Moreover, replacing a stolen vehicle's original tags makes sense: it prevents the vehicle from being readily identified as stolen by a passing police cruiser. Of course, the tags may have been reported stolen, and the police can check that, too. But a busy police officer is not going to run a check on the tags of every Mercury Marquis he passes, and people are likely to be much less diligent about reporting stolen tags - particularly temporary ones - than stolen cars.
3. The majority reasons that the officers lacked probable cause because they "were confronted with three possible explanations for the presence of the stolen tags on the car, two of which suggested authorized use and were consistent with the lack of registration and the absence of a report that the car was stolen, and only one of which supported an inference of unauthorized use." Op. at 10.

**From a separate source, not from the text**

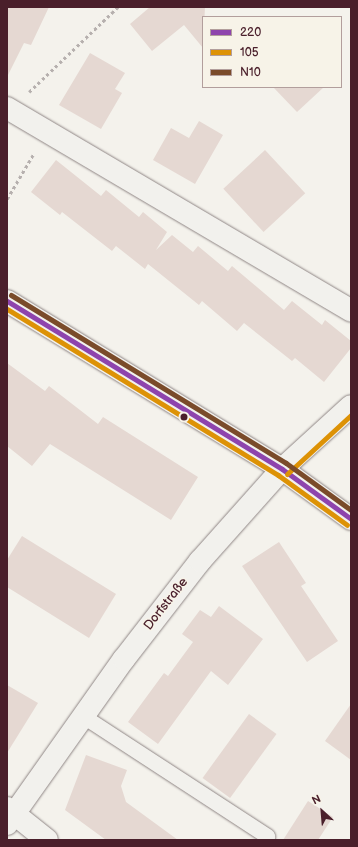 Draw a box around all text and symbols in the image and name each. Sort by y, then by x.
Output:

Even assuming for the moment the validity of this approach, one of the majority's "possible explanations" - that stolen tags might be used to conceal an expired registration -does not strike me as probable at all. Using stolen license plates is a serious offense. See D.C. Code Ann. § 22-3232© (2001) (receipt of stolen property punishable by up to 180 days in prison if value of property is less than $250, up to seven years if greater than $250). It is unlikely that someone would run so great a risk merely to avoid getting stopped for an expired registration - a steep ticket, to be sure, but not likely to lead to hard time.
The more serious problem is that probable cause does not depend on eliminating other innocent (or, here, less incriminating) explanations for a suspicious set of facts. See United States v. Gagnon, 373 F.3d 230, 236 (2d Cir. 2004) ("the fact that an innocent explanation may be consistent with the facts as alleged does not negate probable cause") (citation omitted); United States v. Funches, 327 F.3d 582, 587 (7th Cir. 2003) ("the mere existence of innocent explanations does not necessarily negate 6 probable cause"); see also Gates, 462 U.S. at 243 n.13 ("probable cause requires only a probability or substantial chance of criminal activity, not an actual showing of such activity . . . [and] therefore, innocent behavior frequently will provide the basis for a showing of probable cause"). Of course, considering alternative explanations is "often helpful," Funches, 327 F.3d at 587, but the officers were not required, before searching the trunk, to negate the possibility that the stolen tags were used only to drive an unregistered car. This is particularly so here, where any plausible explanation for the circumstances of Jackson's stop - the broken tag light, the stolen tags, Jackson's lack of registration, and the failure of the records check to connect Jackson with the vehicle - suggested that Jackson was deliberately trying to conceal unlawful activity involving the car itself.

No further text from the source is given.